Transitional Probabilities¶

Note

wordseg.algo.tp in python, wordseg-tp in bash.

Transitional Probabilities word segmentation

wordseg.algos.tp.segment(text, train_text=None, threshold='relative', dependency='ftp', log=<RootLogger root (WARNING)>)[source]¶

Returns a word segmented version of text using the TP algorithm

The parameters text and train_text must be formatted as follows: A: sequence of lines with syllable (or phoneme) boundaries marked by spaces and no word boundaries. Each line in the sequence corresponds to a single and complete utterance

Parameters

text (sequence) – The text to segment into words
train_text (sequence, optional) – The text used to train model on (estimation of transition probabilities).
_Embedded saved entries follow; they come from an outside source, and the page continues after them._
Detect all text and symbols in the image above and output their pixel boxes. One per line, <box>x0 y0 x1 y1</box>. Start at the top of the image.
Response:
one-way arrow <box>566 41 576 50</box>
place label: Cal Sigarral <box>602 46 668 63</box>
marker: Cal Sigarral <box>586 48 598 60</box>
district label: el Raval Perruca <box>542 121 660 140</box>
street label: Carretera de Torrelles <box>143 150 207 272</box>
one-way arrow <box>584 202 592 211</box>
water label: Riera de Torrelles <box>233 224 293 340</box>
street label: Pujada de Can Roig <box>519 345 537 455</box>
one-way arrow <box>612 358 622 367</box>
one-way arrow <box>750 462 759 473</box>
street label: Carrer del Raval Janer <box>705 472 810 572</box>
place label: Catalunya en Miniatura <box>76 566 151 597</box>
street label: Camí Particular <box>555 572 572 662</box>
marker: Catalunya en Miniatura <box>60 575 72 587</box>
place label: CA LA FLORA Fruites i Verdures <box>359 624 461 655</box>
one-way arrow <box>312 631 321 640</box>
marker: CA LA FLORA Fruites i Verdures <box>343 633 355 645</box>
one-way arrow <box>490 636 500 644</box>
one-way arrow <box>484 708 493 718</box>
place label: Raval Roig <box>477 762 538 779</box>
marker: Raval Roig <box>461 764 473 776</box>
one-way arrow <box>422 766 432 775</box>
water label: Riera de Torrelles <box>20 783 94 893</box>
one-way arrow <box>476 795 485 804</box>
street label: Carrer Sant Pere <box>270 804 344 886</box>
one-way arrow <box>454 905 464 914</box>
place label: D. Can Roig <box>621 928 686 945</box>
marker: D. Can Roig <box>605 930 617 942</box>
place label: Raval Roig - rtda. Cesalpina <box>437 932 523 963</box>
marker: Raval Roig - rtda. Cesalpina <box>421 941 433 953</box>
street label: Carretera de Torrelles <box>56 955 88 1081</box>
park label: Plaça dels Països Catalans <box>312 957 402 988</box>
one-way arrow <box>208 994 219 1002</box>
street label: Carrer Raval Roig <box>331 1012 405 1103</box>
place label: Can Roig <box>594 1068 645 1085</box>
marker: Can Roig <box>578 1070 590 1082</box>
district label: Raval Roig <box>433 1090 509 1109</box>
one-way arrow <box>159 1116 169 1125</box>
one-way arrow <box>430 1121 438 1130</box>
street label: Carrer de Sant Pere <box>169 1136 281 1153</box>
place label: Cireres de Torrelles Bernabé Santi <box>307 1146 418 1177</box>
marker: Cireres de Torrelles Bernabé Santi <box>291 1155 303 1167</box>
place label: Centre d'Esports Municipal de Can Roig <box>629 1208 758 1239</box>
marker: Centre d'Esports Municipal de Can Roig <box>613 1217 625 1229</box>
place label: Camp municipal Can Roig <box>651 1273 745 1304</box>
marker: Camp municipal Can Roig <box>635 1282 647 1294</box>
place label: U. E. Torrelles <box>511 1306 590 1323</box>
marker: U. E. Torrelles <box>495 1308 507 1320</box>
If not specified use the text.
threshold (str, optional) – Type of threshold to use, must be ‘relative’ or ‘absolute’.
dependency (str, optional) – Type of dependency measure to compute, must be ‘ftp’ for forward transitional probability, ‘btp’ for backward transitional probability or ‘mi’ for mutual information.
log (logging.Logger, optional) – The logging instance where to send messages.

Returns

The utterances from text with estimated words boundaries.

Return type

list

Raises

ValueError – If threshold is not ‘relative’ or ‘absolute’. If dependency is not ‘ftp’, ‘btp’ or ‘mi’.